We had an amazing time in Korea and got some great results. Leaders Bikes treated us like kings and the people couldn’t get enough pictures and autographs of us. And as always, it was great to be able to travel with my RP system by my side!


- Nate Koch


Life as a Road Map

I’ve coached athletes for about 10 years. Many of whom I coach are busy individuals balancing full time jobs with family life, and often times training for their own events; running, triathlon, or even Ironman races. It is a lot for them to balance, yet I respect (and can relate to) the desire to have personal goals outside of their daily lives. I’m often amazed at the parallels that I see between my own life, which entails being able to devote most hours of my day to training, recovery, and competing; with those of the athletes that I coach.
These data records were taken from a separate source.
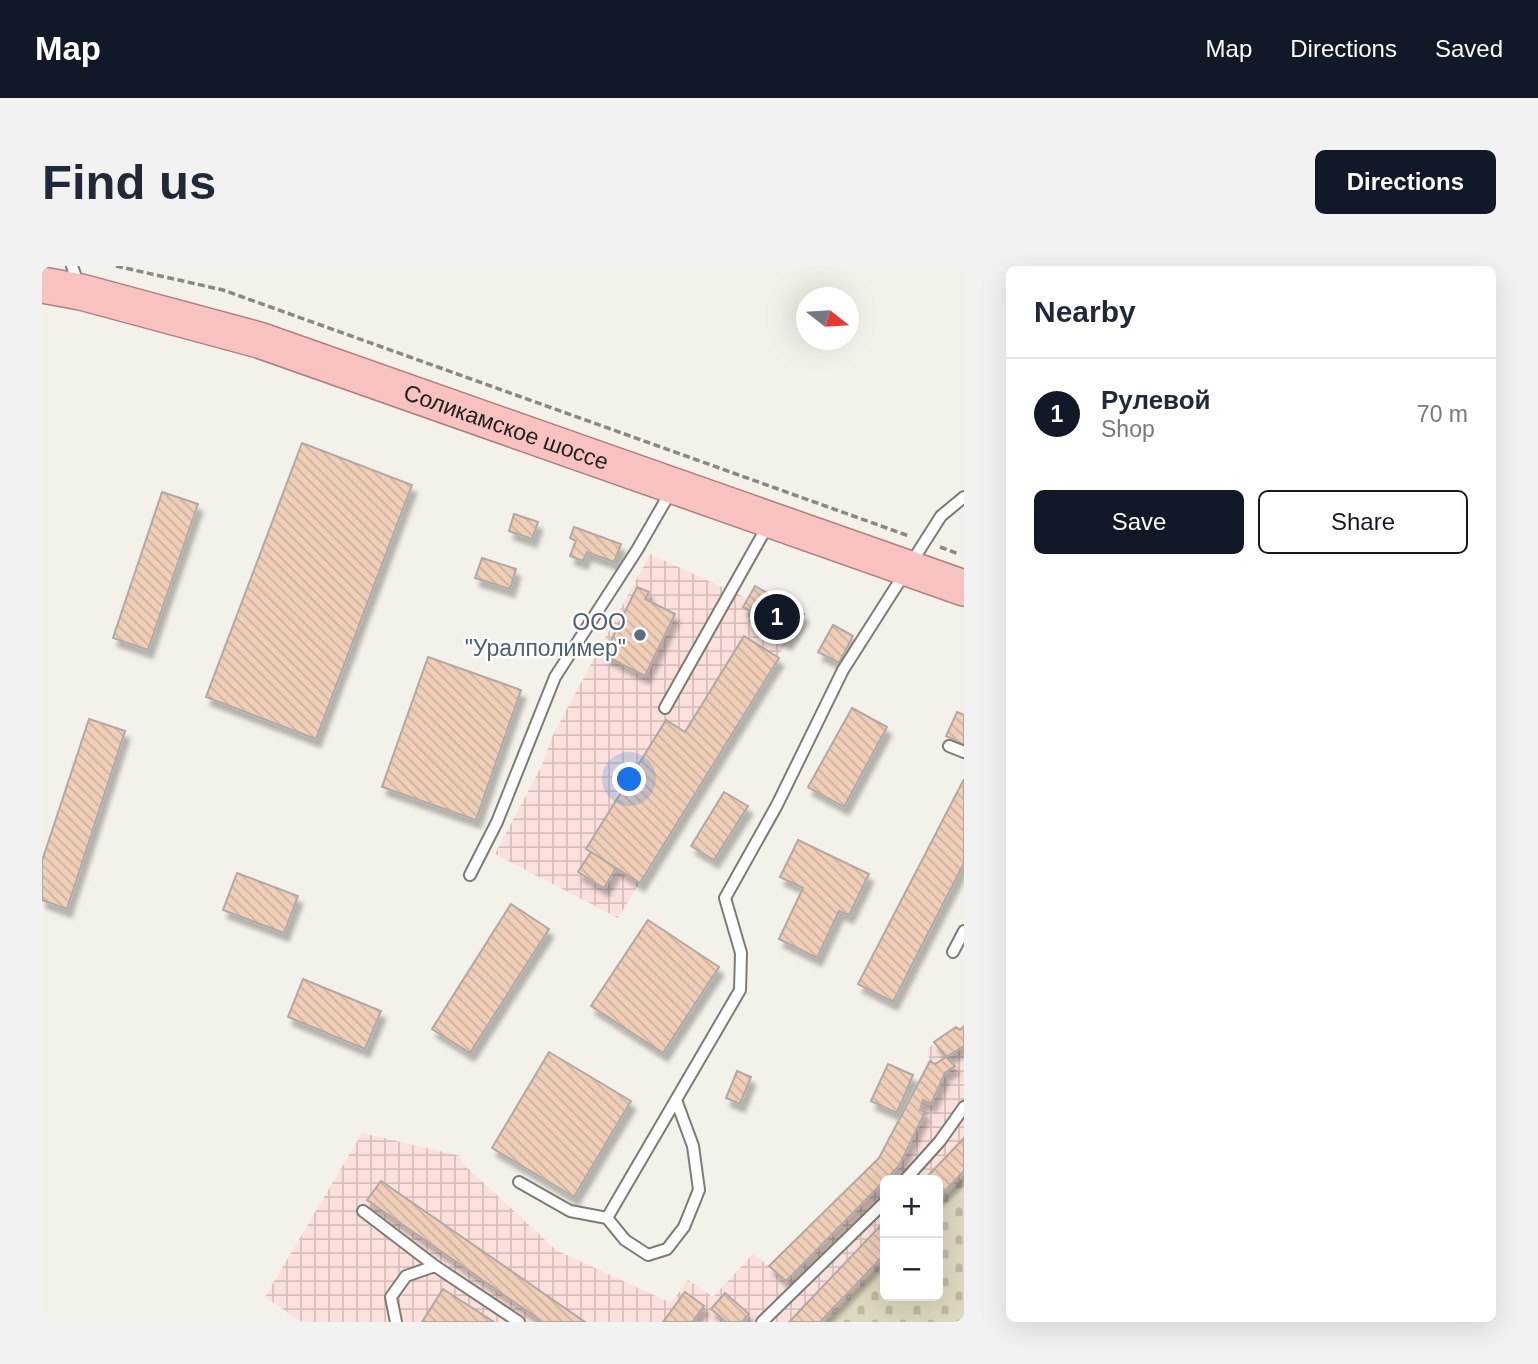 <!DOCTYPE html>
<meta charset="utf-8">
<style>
:root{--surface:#fff;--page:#f2f2f3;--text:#1f2937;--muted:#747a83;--line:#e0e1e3;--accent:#111827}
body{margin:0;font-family:Helvetica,sans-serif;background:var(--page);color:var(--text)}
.controls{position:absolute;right:21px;bottom:21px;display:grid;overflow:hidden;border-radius:10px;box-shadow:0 7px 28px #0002}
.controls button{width:63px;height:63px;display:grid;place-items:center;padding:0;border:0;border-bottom:2px solid var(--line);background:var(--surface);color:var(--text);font:35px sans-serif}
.compass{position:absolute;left:754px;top:21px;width:63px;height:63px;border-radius:50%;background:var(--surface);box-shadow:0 7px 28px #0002;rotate:107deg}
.you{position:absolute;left:588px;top:514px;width:24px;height:24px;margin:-18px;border:5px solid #fff;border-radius:50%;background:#1a73e8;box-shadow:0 0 0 10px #1a73e833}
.badge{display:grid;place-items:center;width:46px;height:46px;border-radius:50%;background:var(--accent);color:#fff;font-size:23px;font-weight:700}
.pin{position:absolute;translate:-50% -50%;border:4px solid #fff;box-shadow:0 2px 7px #0006}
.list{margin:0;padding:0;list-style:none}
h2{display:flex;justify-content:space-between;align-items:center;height:91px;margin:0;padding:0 28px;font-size:30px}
h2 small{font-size:23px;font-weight:400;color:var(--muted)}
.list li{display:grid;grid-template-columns:46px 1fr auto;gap:21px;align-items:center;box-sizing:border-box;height:112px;padding:0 28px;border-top:2px solid var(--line)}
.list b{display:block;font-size:26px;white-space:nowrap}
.list p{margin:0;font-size:23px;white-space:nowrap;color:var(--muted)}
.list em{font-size:23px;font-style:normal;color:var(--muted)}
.actions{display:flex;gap:14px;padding:21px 28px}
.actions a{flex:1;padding:16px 0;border:2px solid var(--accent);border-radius:10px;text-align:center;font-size:24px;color:var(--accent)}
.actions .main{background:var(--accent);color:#fff}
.map{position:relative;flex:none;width:922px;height:1056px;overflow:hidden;border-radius:10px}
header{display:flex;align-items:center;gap:42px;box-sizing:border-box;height:98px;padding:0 35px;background:var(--accent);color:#fff}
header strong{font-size:33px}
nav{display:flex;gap:38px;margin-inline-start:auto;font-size:24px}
.intro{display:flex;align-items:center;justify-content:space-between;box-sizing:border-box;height:168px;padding:0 42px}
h1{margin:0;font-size:49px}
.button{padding:18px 32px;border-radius:10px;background:var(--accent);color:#fff;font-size:24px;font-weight:700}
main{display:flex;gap:42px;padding:0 42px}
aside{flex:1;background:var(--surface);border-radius:10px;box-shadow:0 7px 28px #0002}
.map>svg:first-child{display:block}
.industrial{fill:url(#industrial-grid)}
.cemetery{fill:url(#cemetery-stones)}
.building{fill:url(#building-back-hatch);stroke:#b1a9a4;stroke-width:2;filter:url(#shadow)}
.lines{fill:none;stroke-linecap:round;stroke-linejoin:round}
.service-casing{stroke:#7d7c74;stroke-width:14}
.trunk-casing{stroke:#ad807d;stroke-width:38}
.path{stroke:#898882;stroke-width:3.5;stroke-dasharray:7 3.5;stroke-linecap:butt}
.service{stroke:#fff;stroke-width:10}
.trunk{stroke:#f8c2c0;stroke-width:35}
.service-dot{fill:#5c6f8a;stroke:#fff;stroke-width:2.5}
.labels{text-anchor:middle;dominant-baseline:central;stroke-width:5;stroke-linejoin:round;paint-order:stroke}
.street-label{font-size:23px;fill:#23221f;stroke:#fff}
.service-label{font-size:23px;fill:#4e5e75;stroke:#fff;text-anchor:end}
</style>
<header>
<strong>Map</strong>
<nav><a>Map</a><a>Directions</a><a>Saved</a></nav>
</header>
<div class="intro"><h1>Find us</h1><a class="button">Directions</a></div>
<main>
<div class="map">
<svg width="922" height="1056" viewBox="0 0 922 1056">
<defs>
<pattern id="industrial-grid" width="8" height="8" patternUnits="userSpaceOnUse" patternTransform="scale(1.75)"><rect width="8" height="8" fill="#fbe0db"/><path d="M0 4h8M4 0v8" fill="none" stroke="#d7c0bc"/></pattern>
<pattern id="cemetery-stones" width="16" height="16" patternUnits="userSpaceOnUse" patternTransform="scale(1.75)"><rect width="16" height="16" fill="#ddd8be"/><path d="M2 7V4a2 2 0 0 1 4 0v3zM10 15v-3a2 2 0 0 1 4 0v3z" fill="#bdb9a3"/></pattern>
<pattern id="building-back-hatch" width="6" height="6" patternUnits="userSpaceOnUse" patternTransform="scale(1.75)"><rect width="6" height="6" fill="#f0ceb8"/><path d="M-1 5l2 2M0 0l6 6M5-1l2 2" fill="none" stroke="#ceb19e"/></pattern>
<filter id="shadow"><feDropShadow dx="4.5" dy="8" stdDeviation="2" flood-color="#0004"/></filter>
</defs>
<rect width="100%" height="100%" fill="#f3f1e9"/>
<path class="industrial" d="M608,288L757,356L576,652L453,588L500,499L511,469Z
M922,760V910L896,939V914H843V994L784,1056H260L223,1031L320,867L419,890V896L514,984L629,1037L646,1014L671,1031L711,988L727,1000L837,892L888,795L885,783L914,761L918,764Z"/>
<path class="cemetery" d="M922,910V1056H784L843,994V1030H896V939Z"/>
<path class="building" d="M260,177L370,219L274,473L164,431Z
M120,226L156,238L106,384L71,372Z
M472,248L496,256L490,273L467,265Z
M532,261L579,278L572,296L545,286L541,295L528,290L534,275L528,272Z
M440,292L474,303L468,323L433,312Z
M713,320L762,348L745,376L708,355L712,347L701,341Z
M595,321L607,326L603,333L633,348L603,410L562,389Z
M791,359L811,370L797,397L776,386Z
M702,370L737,392L598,617L544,583L624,454L643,466Z
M386,391L479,424L434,554L340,521Z
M810,442L845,461L802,541L766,521Z
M915,446L922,449V479L904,470Z
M47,453L83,465L25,643L0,634V595Z
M922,513V597L851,736L816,718Z
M682,526L706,540L672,594L649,580Z
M756,574L827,608L807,649L797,645L775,692L737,673L761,622L738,611Z
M549,586L574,602L562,622L536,606Z
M195,607L256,630L242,667L181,644Z
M469,638L507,663L428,787L390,763Z
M606,654L677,701L621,787L549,740Z
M261,713L339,745L323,783L246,751Z
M922,760V780L904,791L892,776L914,761L918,764Z
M507,786L589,835L532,931L450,882Z
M904,791L913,800L903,807L889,838L881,834L878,844L883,846L857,900L744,1015L727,1000L837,892L888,795L893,798Z
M846,798L871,809L855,847L829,835Z
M695,805L709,811L698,838L684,832Z
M922,872V905L896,932V914H882Z
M339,915L543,1056H501L325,934Z
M843,955V988L778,1056H747Z
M401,1023L452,1056H380Z
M643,1026L662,1040L650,1056H621Z
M683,1027L707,1048L700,1056H684L669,1043Z"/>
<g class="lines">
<defs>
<path id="service" d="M30,0L37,20
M623,442L726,259
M907,480L922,486
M428,609L455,556L513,411L595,284L629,225
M911,686L922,665
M863,914L898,875L922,841
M477,916L528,945L565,952L583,974L606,989L625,983L642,961L657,924L651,880L634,834
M321,945L393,1000L477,1056
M565,952L698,724L699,687L683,632L735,539L801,404L899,250L922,231
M354,1056L349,1031L364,1010L393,1000
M720,1056L843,936"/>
<g id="trunk">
<path id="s1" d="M0,19L39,26L217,74L922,322"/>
</g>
</defs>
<use href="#service" class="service-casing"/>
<use href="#trunk" class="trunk-casing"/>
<path class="path" d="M74,0L181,24L867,270
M898,281L917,288"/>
<use href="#service" class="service"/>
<use href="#trunk" class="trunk"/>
</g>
<circle class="service-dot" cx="598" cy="369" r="7"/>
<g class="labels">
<g class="street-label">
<text stroke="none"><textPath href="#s1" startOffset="486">Соликамское шоссе</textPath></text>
</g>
<g class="service-label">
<text x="584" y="356">OOO<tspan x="584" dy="26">"Уралполимер"</tspan></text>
</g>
</g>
</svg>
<div class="controls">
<button>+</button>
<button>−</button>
</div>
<svg class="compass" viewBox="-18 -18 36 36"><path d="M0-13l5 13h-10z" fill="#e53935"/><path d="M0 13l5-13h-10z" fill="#747a83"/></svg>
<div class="you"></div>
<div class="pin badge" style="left:735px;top:351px">1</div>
</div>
<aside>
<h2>Nearby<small></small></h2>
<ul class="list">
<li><span class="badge">1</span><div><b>Рулевой</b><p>Shop</p></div><em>70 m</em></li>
</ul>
<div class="actions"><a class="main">Save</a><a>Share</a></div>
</aside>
</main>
Meaning...I am not juggling a full time job outside of racing, nor am I balancing spending time with kids and their activities. The similarities I see is that both those I coach (often professional businessmen but amateur athletes), and myself, along with other professional athletes; we all deal with various life setbacks that require some re-routing along the way.
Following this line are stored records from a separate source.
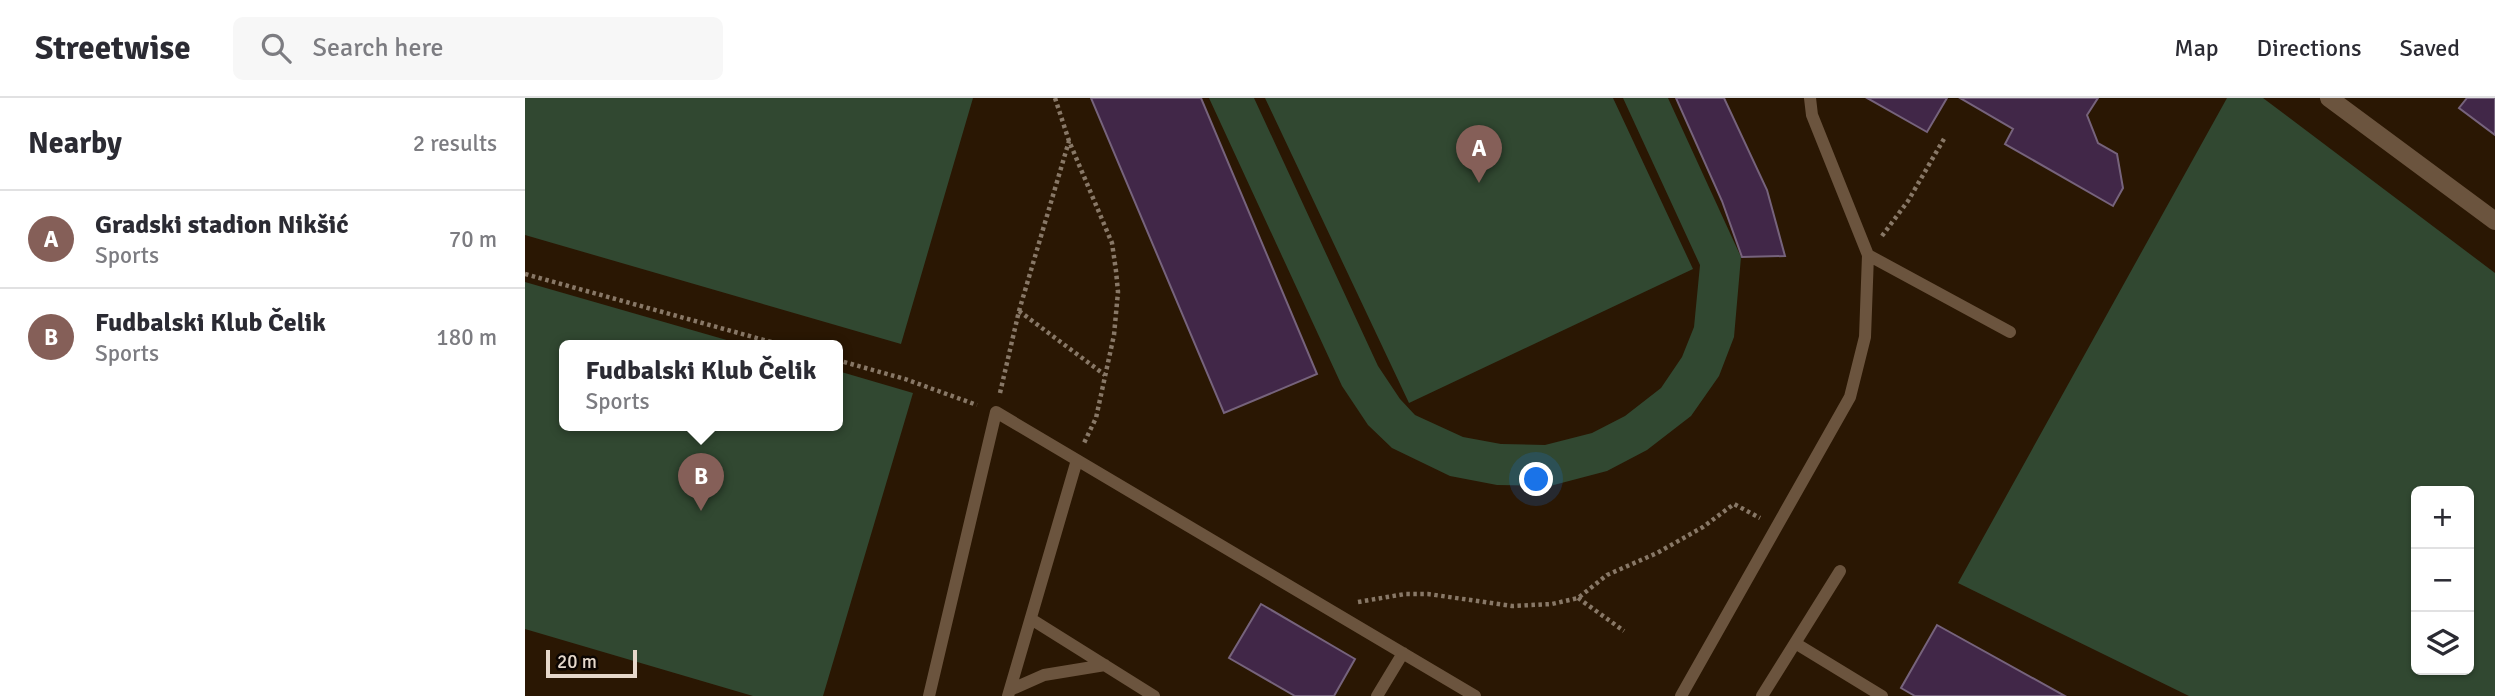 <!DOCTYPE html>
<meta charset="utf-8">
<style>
body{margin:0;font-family:Signika,sans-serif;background:#f7f7f7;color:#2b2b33}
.controls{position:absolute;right:21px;bottom:21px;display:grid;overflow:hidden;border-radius:10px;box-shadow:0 2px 5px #0004}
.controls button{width:63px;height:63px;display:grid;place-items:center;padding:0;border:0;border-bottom:2px solid #e1e1e2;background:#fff;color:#2b2b33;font:35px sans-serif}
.scale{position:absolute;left:21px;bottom:18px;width:91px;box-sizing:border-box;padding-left:7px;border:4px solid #e6d8cb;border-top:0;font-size:19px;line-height:24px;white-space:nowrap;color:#e6d8cb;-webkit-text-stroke:5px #0c0501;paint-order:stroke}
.you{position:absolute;left:1012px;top:382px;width:24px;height:24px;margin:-18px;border:5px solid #fff;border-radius:50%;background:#1a73e8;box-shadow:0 0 0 10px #1a73e833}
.badge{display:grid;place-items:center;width:46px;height:46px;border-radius:50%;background:#855f58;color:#fff;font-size:23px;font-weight:700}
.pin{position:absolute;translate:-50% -58px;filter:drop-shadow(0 2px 4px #0008)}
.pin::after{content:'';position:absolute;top:37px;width:24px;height:21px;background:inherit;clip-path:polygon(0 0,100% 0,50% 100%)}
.popup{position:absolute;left:34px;top:242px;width:284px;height:91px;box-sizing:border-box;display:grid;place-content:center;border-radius:10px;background:#fff;filter:drop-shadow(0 2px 5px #0005);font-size:23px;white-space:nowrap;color:#7c7c81}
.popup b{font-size:26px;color:#2b2b33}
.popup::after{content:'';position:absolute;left:50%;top:100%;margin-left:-14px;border:14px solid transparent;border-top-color:#fff}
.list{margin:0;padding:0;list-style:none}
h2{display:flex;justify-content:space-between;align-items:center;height:91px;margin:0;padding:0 28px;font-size:30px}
h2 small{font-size:23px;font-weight:400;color:#7c7c81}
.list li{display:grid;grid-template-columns:46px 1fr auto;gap:21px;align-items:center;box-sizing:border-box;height:98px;padding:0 28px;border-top:2px solid #e1e1e2}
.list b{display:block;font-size:26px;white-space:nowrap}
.list p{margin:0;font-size:23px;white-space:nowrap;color:#7c7c81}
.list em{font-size:23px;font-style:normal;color:#7c7c81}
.icon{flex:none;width:38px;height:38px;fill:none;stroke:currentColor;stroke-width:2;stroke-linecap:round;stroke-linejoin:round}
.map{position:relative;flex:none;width:1970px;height:598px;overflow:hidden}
header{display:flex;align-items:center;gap:42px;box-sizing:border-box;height:98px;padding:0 35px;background:#fff;border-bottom:2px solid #e1e1e2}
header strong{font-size:33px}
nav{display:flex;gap:38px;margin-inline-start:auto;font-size:24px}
.search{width:490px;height:63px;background:#f7f7f7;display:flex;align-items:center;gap:18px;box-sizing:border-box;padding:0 24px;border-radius:10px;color:#7c7c81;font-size:26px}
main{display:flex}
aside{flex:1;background:#fff}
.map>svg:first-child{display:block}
.green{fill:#314831;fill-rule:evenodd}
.building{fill:#412748;stroke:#76637c;stroke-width:2}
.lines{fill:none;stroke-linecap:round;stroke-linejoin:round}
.path{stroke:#887867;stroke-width:4.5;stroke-dasharray:3.5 3.5;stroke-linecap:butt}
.lane{stroke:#6b543e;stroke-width:12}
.street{stroke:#6b543e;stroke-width:18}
</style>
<header>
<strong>Streetwise</strong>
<div class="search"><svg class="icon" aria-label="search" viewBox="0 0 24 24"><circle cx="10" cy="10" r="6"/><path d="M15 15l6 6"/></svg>Search here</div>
<nav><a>Map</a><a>Directions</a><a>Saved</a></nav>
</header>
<main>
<aside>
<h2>Nearby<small>2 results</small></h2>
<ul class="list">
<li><span class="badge">A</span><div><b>Gradski stadion Nikšić</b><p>Sports</p></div><em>70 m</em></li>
<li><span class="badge">B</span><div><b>Fudbalski Klub Čelik</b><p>Sports</p></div><em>180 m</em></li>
</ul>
</aside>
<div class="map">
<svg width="1970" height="598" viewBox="0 0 1970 598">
<rect width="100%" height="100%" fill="#2a1703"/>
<path class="green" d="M0 0H448L376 246 0 137Z
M684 0H729L853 268 875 301 890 317 938 339 976 346 1020 347 1067 335 1100 318 1136 290 1157 259 1169 229 1175 167 1098 0H1143L1216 159 1209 239 1194 278 1166 318 1122 352 1082 373 1025 388 972 387 925 378 867 350 843 327 817 288Z
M740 0H1088L1168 171 884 305Z
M1702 0H1738L1970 175V598H1664L1433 485ZM1891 393H1944V572H1891Z
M0 184 219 247H40V327H312L313 273 388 295 298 598H228L0 531Z"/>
<path class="building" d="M566 0H676L792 276 699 315Z
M1151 0H1199L1242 92 1260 158 1217 159 1197 103Z
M1342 0H1422L1402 34Z
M1435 0H1573L1562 17 1573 45 1592 56 1598 90 1588 108 1480 46 1488 31Z
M1942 0H1970V37L1934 10Z
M736 506 830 561 809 598H770L704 560Z
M1412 527 1540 598H1390L1376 590Z"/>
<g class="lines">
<path class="path" d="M530 0 544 43 587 145 591 173 593 194 589 237 571 320 559 345
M1357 138 1383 103 1420 39
M0 176 257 247
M494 213 580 277
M312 262 380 281 452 307
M475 295 494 213 544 43
M1053 500 1099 533
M833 504 880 496H903L987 508 1027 506 1053 500 1082 477 1132 455 1178 429 1209 406 1235 420"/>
<path class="lane" d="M1343 157 1485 234
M506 521 629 598
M1270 545 1357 598
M485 592 519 577 580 567
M404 598 471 314 950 598
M483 598 552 362
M852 598 878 555
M1156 598 1325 299 1340 239 1343 157 1287 17 1285 0
M1237 598 1315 473"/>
<path class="street" d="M1804 0 1970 123"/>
</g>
</svg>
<div class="controls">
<button>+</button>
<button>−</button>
<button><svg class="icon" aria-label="layers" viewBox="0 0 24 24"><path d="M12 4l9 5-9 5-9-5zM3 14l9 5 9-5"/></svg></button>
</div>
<div class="scale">20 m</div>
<div class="you"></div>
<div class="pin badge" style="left:954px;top:85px">A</div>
<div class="pin badge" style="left:176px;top:413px">B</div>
<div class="popup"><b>Fudbalski Klub Čelik</b>Sports</div>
</div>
</main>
One of the first steps I take as a coach when speaking with an athlete is their ‘long term plan’. We discuss where their fitness currently is, what they have been doing recently, and what their goals are. In short, “Where are we right now, and where do we want to be?” We will sketch out a route that will take into account daily commitments, work travels, and family vacations; aiming to plan out the best approach and set them up to accomplish their goals. 

Yet as we all know, life rarely goes according to plan. And the ability to stay focused on goals often lies in one’s ability to evaluate, adapt, and adjust.

As I too navigate some unplanned road blocks this season, I relate this to a giant road map. I know the best way to get from January to December for my season. The perfect plan for me will entail some winter running races, a few early season half ironman races, which build often to an early season Ironman as well as a race later season to peak for as well. We toss in a mid-season break or rest, and bam. The prefect equation for success! Alas, the 2016 season has looked more like ‘remove, adjust, replace.’ I coach a few people who have had similar scenarios. What I find ironic is, when I speak to them, I’m calm, relaxed and confident in the plan we have in place. I can hear the worry and fear in their voices that they won’t be ready come November, or the stress that things haven’t gone according to plan so far; but I truly feel confident that we have the time to still have them adequately prepared. Yet when I think of my own scenario, I find myself going back and forth between feeling relaxed and confident yet also concerned I’m losing time, fitness and opportunity. It’s funny how sometimes we need to listen to our own advice; step away a bit, and see things from the outside looking in.

So when you find a niggle becomes a dreaded ‘injury’, or that family vacation falls at an awful time for your ‘A’ race, take a step back and remember, there is still a way to get to the end goal. Who doesn’t like a good road trip? Just readjust your plan, stay positive, and re-route your approach.